*** Opening Data shown ***
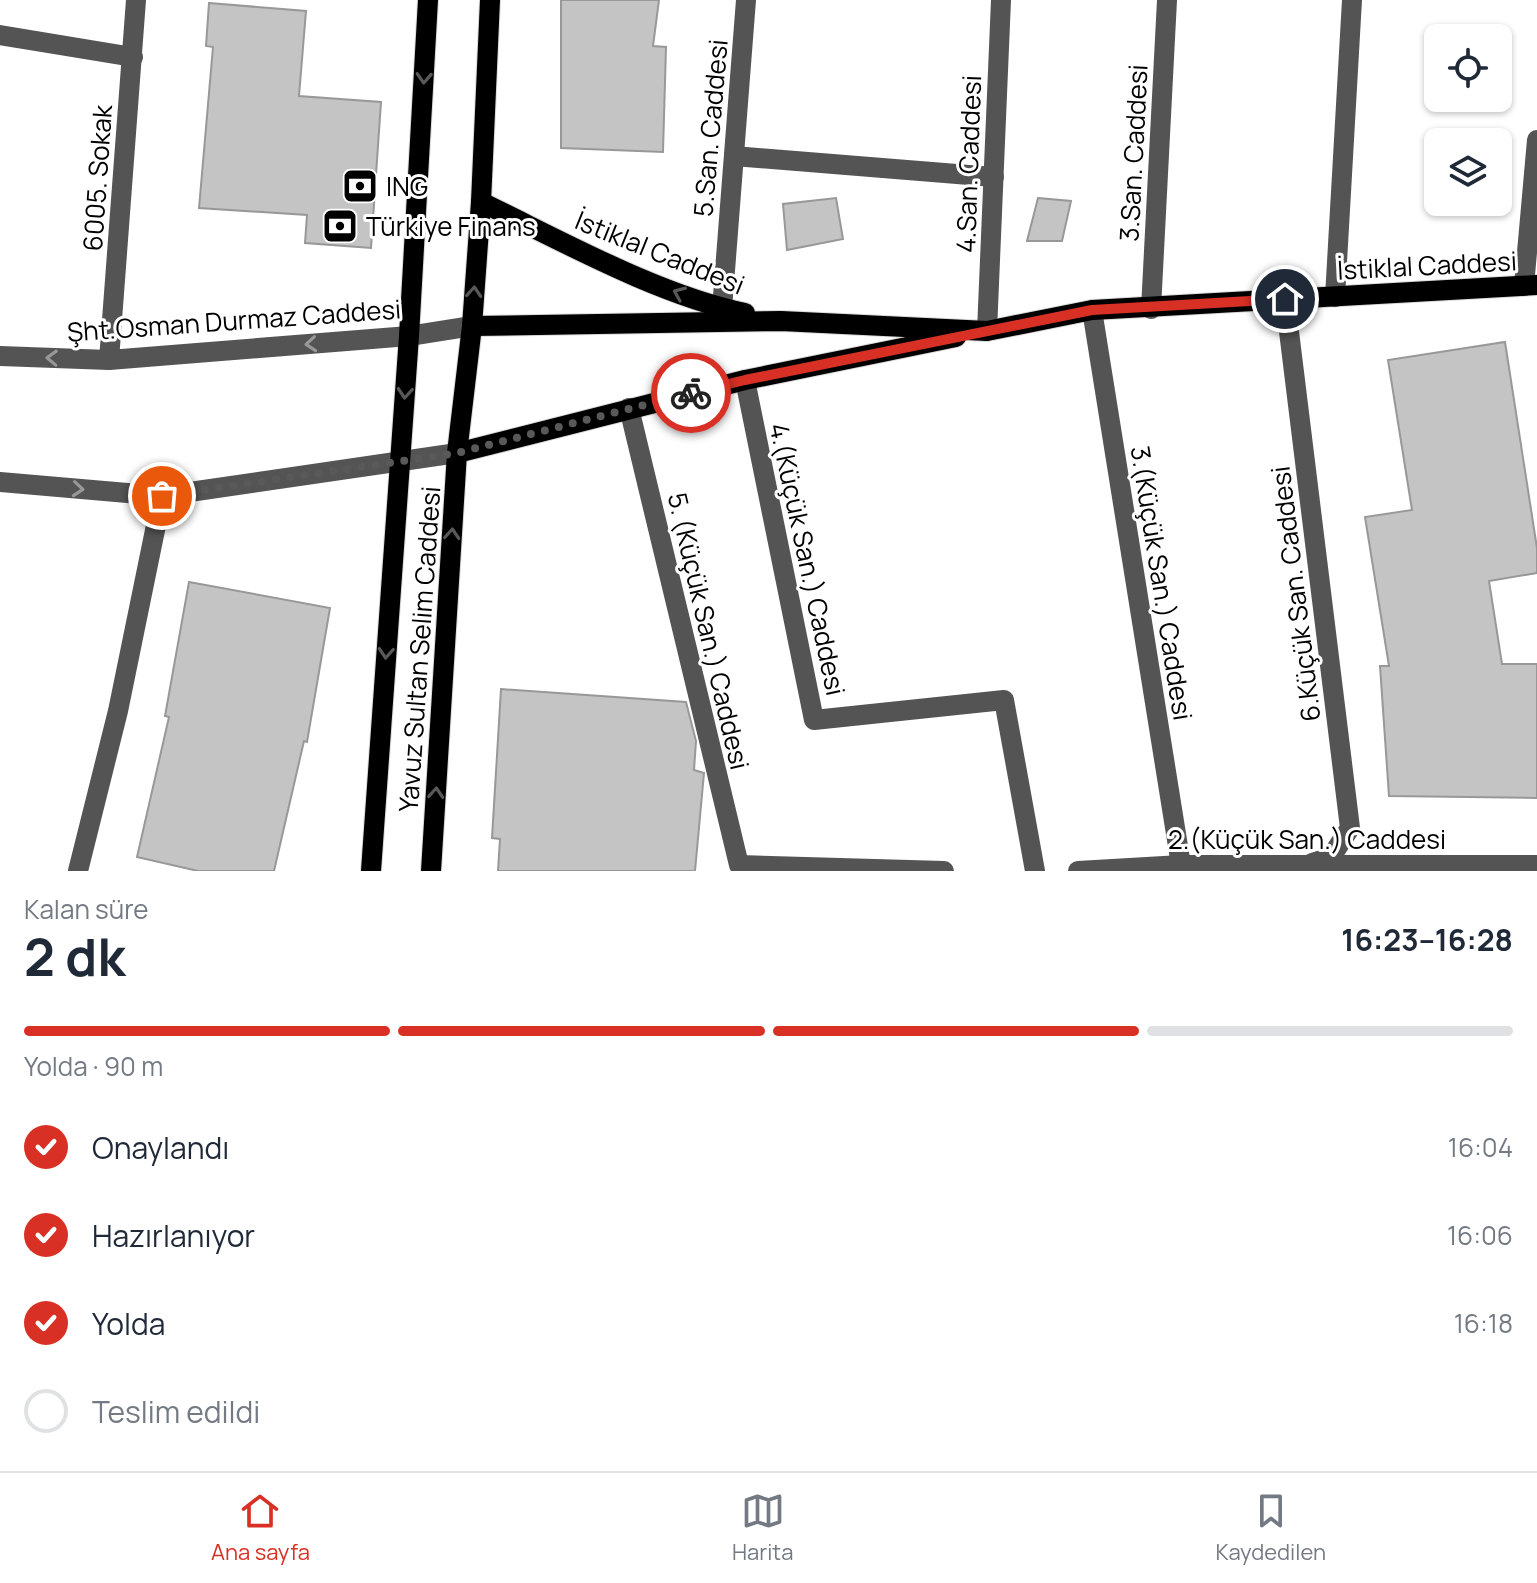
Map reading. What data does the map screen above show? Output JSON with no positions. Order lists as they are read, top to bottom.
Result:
{
  "streets": {
    "main road": ["İstiklal Caddesi", "Yavuz Sultan Selim Caddesi"],
    "street": [
      "5.San. Caddesi",
      "3.San. Caddesi",
      "4.San. Caddesi",
      "6005. Sokak",
      "Şht.Osman Durmaz Caddesi",
      "4.(Küçük San.) Caddesi",
      "3.(Küçük San.) Caddesi",
      "6.Küçük San. Caddesi",
      "5. (Küçük San.) Caddesi",
      "2.(Küçük San.) Caddesi"
    ]
  },
  "crossings": [
    ["5.San. Caddesi", "İstiklal Caddesi"],
    ["3.San. Caddesi", "İstiklal Caddesi"],
    ["4.San. Caddesi", "İstiklal Caddesi"],
    ["6005. Sokak", "Şht.Osman Durmaz Caddesi"],
    ["İstiklal Caddesi", "Şht.Osman Durmaz Caddesi"],
    ["İstiklal Caddesi", "4.(Küçük San.) Caddesi"],
    ["İstiklal Caddesi", "3.(Küçük San.) Caddesi"],
    ["İstiklal Caddesi", "6.Küçük San. Caddesi"],
    ["İstiklal Caddesi", "5. (Küçük San.) Caddesi"],
    ["İstiklal Caddesi", "Yavuz Sultan Selim Caddesi"],
    ["Şht.Osman Durmaz Caddesi", "Yavuz Sultan Selim Caddesi"],
    ["3.(Küçük San.) Caddesi", "2.(Küçük San.) Caddesi"],
    ["6.Küçük San. Caddesi", "2.(Küçük San.) Caddesi"]
  ],
  "places": {
    "bank": ["ING", "Türkiye Finans"]
  },
  "page": {
    "heading": ["2 dk", "Kalan süre", "16:23–16:28"],
    "bar": "Yolda · 90 m",
    "list": [
      ["Onaylandı", "16:04"],
      ["Hazırlanıyor", "16:06"],
      ["Yolda", "16:18"],
      "Teslim edildi"
    ],
    "tabs": ["Ana sayfa", "Harita", "Kaydedilen"]
  }
}
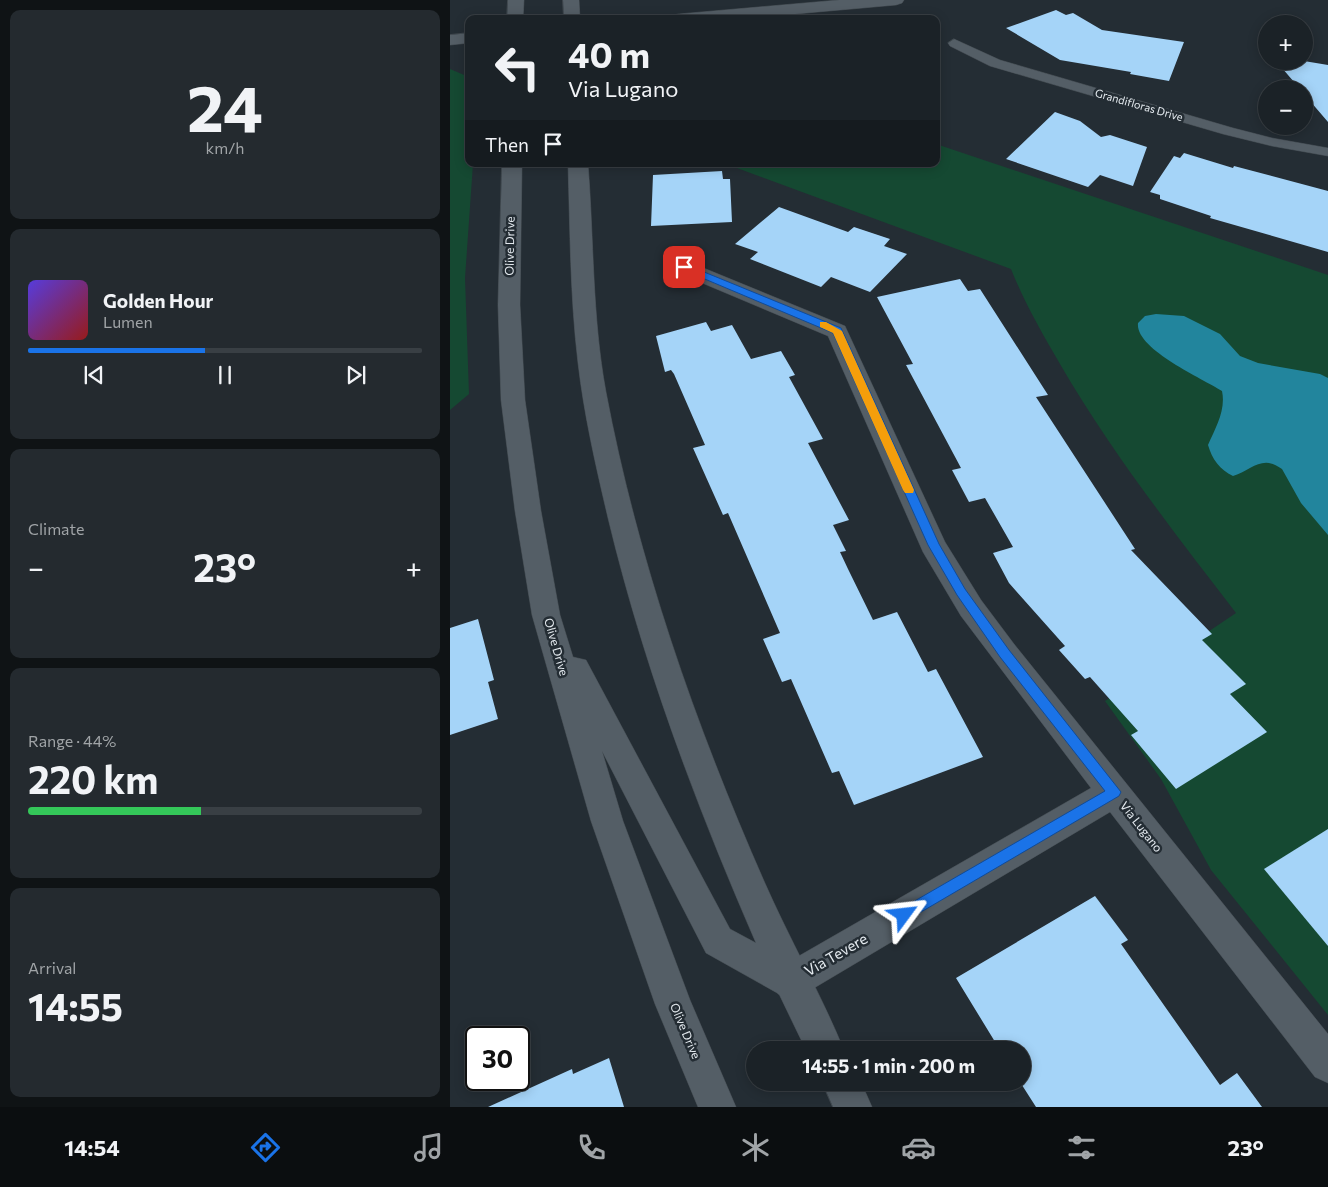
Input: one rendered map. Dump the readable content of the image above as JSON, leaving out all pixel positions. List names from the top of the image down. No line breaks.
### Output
{"streets":{"main road":["Olive Drive","Via Lugano","Via Tevere"],"lane":["Grandifloras Drive"]},"crossings":[["Via Lugano","Via Tevere"]],"page":{"tile":[["24","km/h"],"Climate",["Range · 44%","220 km"],["Arrival","14:55"]],"map_buttons":["+","−"],"turn":["40 m","Via Lugano"],"then":"Then","song":["Golden Hour","Lumen"],"heat":["−","23°","+"],"limit":"30","trip":"14:55 · 1 min · 200 m","tabs":["14:54","23°"]}}
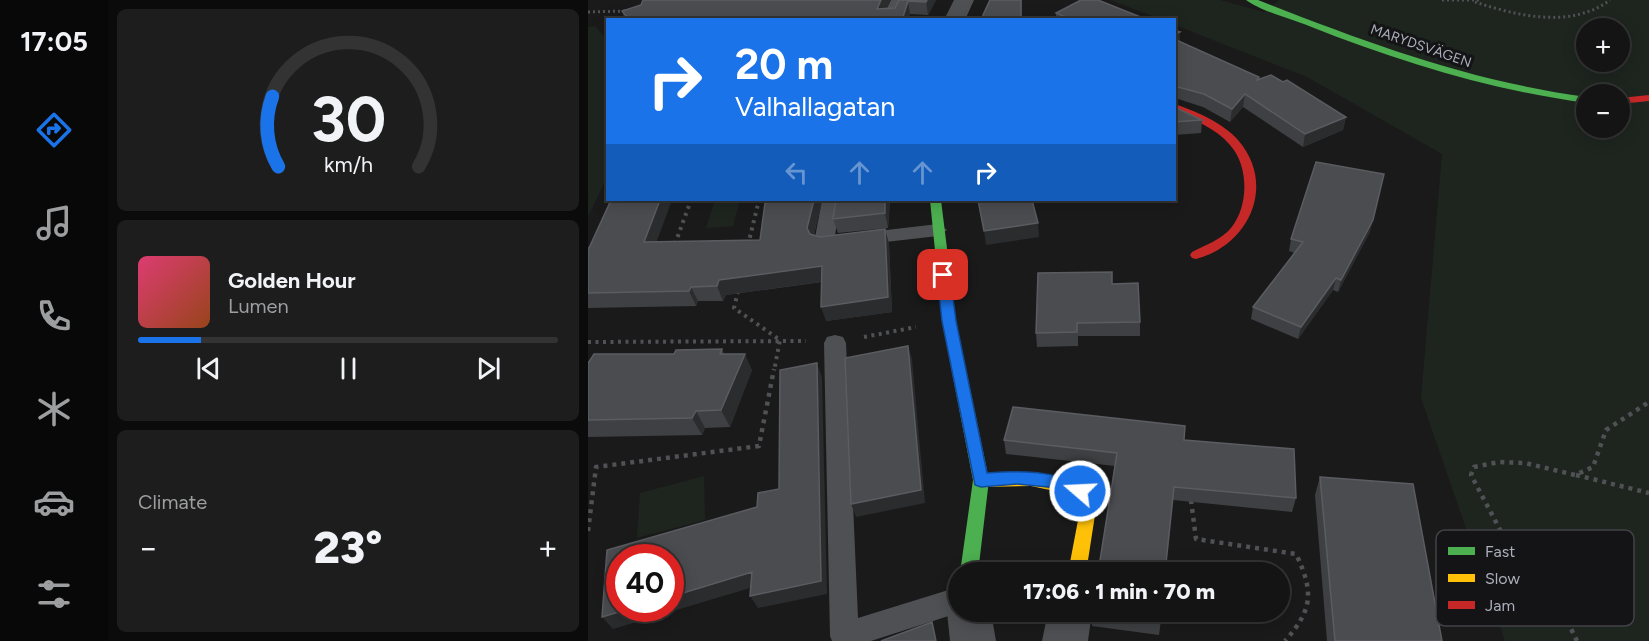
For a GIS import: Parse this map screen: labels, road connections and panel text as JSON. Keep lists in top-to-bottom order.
{
  "streets": {
    "street": ["MARYDSVÄGEN"]
  },
  "legend": ["Fast", "Slow", "Jam"],
  "page": {
    "tabs": "17:05",
    "map_buttons": ["+", "−"],
    "turn": ["20 m", "Valhallagatan"],
    "song": ["Golden Hour", "Lumen"],
    "tile": "Climate",
    "heat": ["−", "23°", "+"],
    "limit": "40",
    "trip": "17:06 · 1 min · 70 m",
    "gauge": ["30", "km/h"]
  }
}
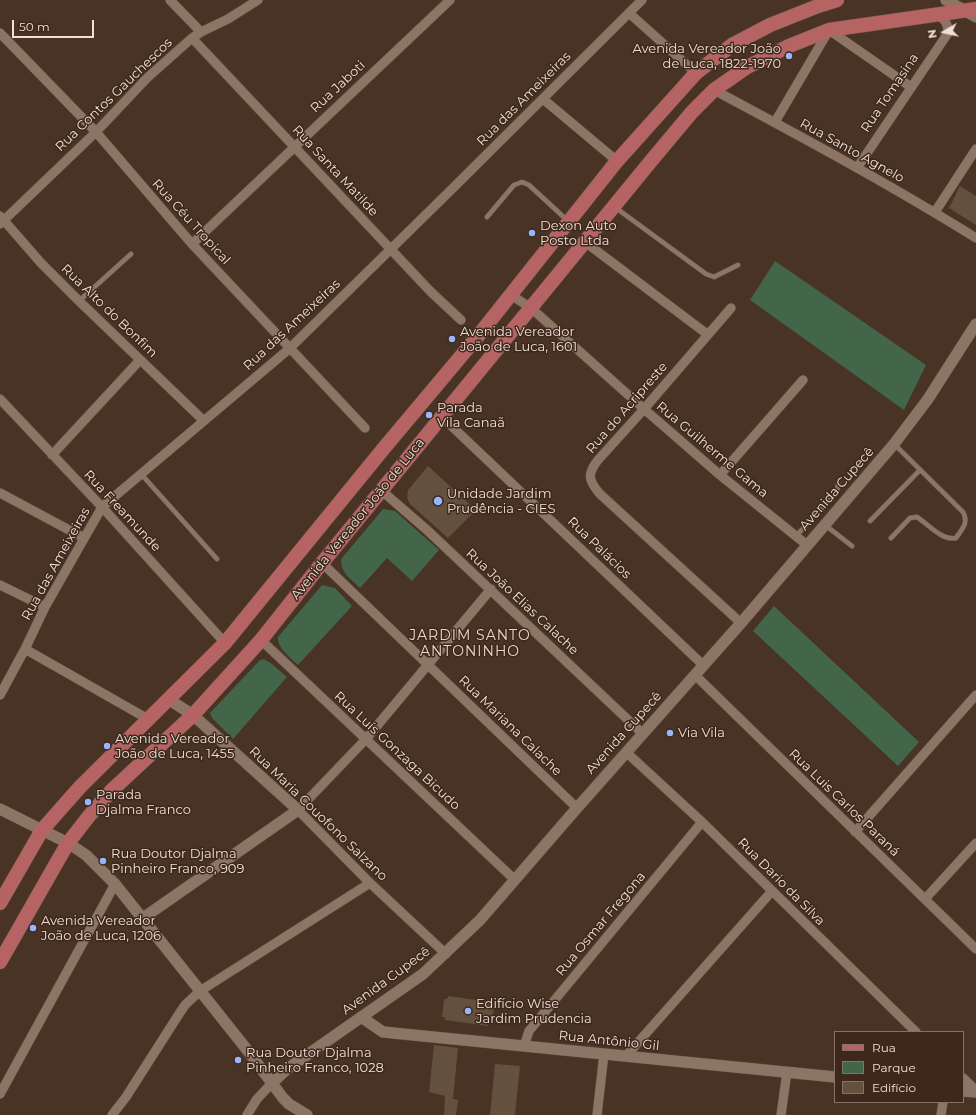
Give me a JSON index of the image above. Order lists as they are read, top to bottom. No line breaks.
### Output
{"streets":{"main road":["Avenida Vereador João de Luca"],"street":["Rua Jaboti","Rua Tomasina","Rua Contos Gauchescos","Rua das Ameixeiras","Rua Santo Agnelo","Rua Santa Matilde","Rua Céu Tropical","Rua Alto do Bonfim","Rua do Acripreste","Rua Guilherme Gama","Avenida Cupecê","Rua Freamunde","Rua Palácios","Rua João Elias Calache","Rua Mariana Calache","Rua Luís Gonzaga Bicudo","Rua Luis Carlos Paraná","Rua Maria Couofono Salzano","Rua Dario da Silva","Rua Osmar Fregona","Rua Antônio Gil"]},"crossings":[["Rua Jaboti","Rua Santa Matilde"],["Rua Jaboti","Rua Céu Tropical"],["Rua Tomasina","Rua Santo Agnelo"],["Rua Tomasina","Avenida Vereador João de Luca"],["Rua Contos Gauchescos","Rua Santa Matilde"],["Rua Contos Gauchescos","Rua Céu Tropical"],["Rua Contos Gauchescos","Rua Alto do Bonfim"],["Rua das Ameixeiras","Rua Santa Matilde"],["Rua das Ameixeiras","Rua Céu Tropical"],["Rua das Ameixeiras","Rua Alto do Bonfim"],["Rua das Ameixeiras","Rua Freamunde"],["Rua Santo Agnelo","Avenida Vereador João de Luca"],["Rua do Acripreste","Rua Guilherme Gama"],["Rua do Acripreste","Avenida Cupecê"],["Rua Guilherme Gama","Avenida Cupecê"],["Rua Guilherme Gama","Avenida Vereador João de Luca"],["Avenida Cupecê","Rua Palácios"],["Avenida Cupecê","Rua João Elias Calache"],["Avenida Cupecê","Rua Mariana Calache"],["Avenida Cupecê","Rua Luís Gonzaga Bicudo"],["Avenida Cupecê","Rua Luis Carlos Paraná"],["Avenida Cupecê","Rua Maria Couofono Salzano"],["Avenida Cupecê","Rua Dario da Silva"],["Avenida Cupecê","Rua Antônio Gil"],["Rua Freamunde","Avenida Vereador João de Luca"],["Avenida Vereador João de Luca","Rua Palácios"],["Avenida Vereador João de Luca","Rua João Elias Calache"],["Avenida Vereador João de Luca","Rua Mariana Calache"],["Avenida Vereador João de Luca","Rua Luís Gonzaga Bicudo"],["Avenida Vereador João de Luca","Rua Maria Couofono Salzano"],["Rua Dario da Silva","Rua Osmar Fregona"],["Rua Osmar Fregona","Rua Antônio Gil"]],"districts":["JARDIM SANTO ANTONINHO"],"places":["Avenida Vereador João de Luca, 1822-1970","Dexon Auto Posto Ltda","Avenida Vereador João de Luca, 1601","Parada Vila Canaã","Unidade Jardim Prudência - CIES","Via Vila","Avenida Vereador João de Luca, 1455","Parada Djalma Franco","Rua Doutor Djalma Pinheiro Franco, 909","Avenida Vereador João de Luca, 1206","Edifício Wise Jardim Prudencia","Rua Doutor Djalma Pinheiro Franco, 1028"],"legend":["Rua","Parque","Edifício"],"scale_bar":"50 m","north":"left"}
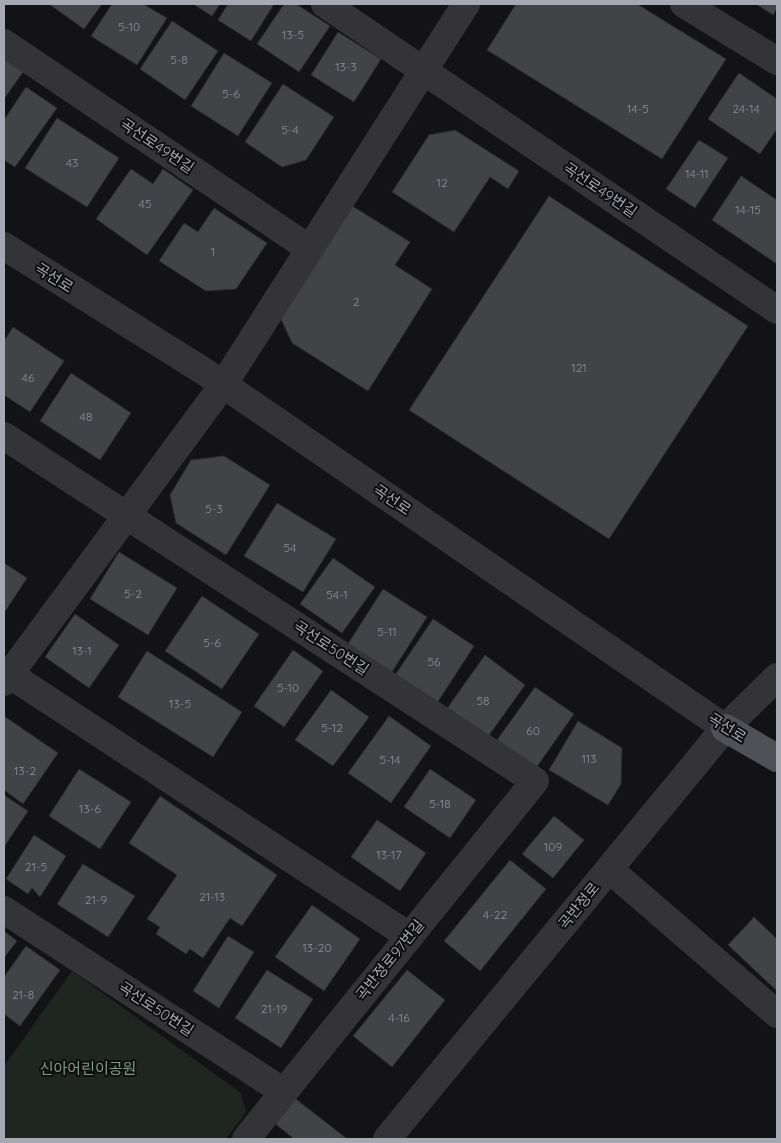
*** Closing Data shown ***
Every line above that holds the string "they" should be copied into the answer.

*Final answer*:
Map reading. What data does the map screen above show? Output JSON with no positions. Order lists as they are read, top to bottom.
Give me a JSON index of the image above. Order lists as they are read, top to bottom. No line breaks.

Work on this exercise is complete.